Exercise requirements: An exact copy of the data is required. No picture may appear in it.

Data excerpts:
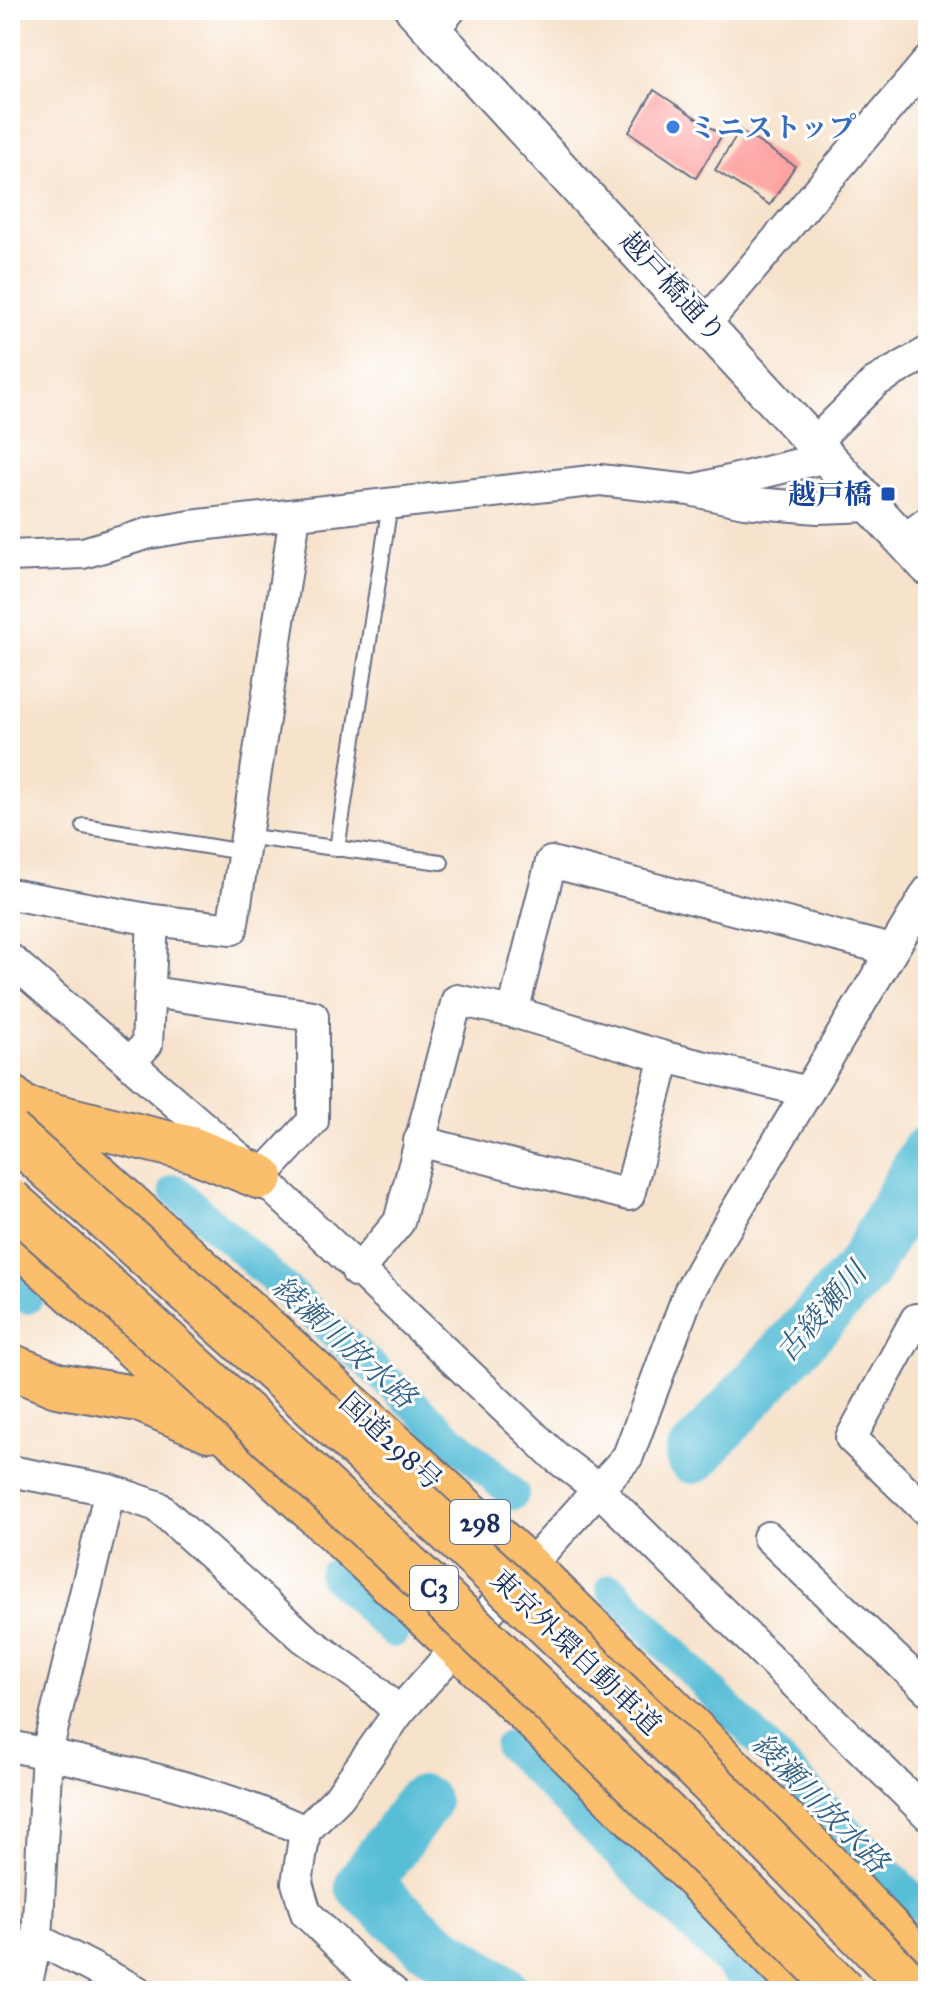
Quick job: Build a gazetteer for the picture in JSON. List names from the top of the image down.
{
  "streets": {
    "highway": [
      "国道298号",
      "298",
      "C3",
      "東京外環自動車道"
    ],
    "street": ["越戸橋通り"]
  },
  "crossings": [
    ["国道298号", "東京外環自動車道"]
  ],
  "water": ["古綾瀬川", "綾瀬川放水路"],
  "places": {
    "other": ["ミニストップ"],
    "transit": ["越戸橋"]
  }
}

Solution to the exercise:
Quick job: Build a gazetteer for the picture in JSON. List names from the top of the image down.
{
  "streets": {
    "highway": [
      "国道298号",
      "298",
      "C3",
      "東京外環自動車道"
    ],
    "street": ["越戸橋通り"]
  },
  "crossings": [
    ["国道298号", "東京外環自動車道"]
  ],
  "water": ["古綾瀬川", "綾瀬川放水路"],
  "places": {
    "other": ["ミニストップ"],
    "transit": ["越戸橋"]
  }
}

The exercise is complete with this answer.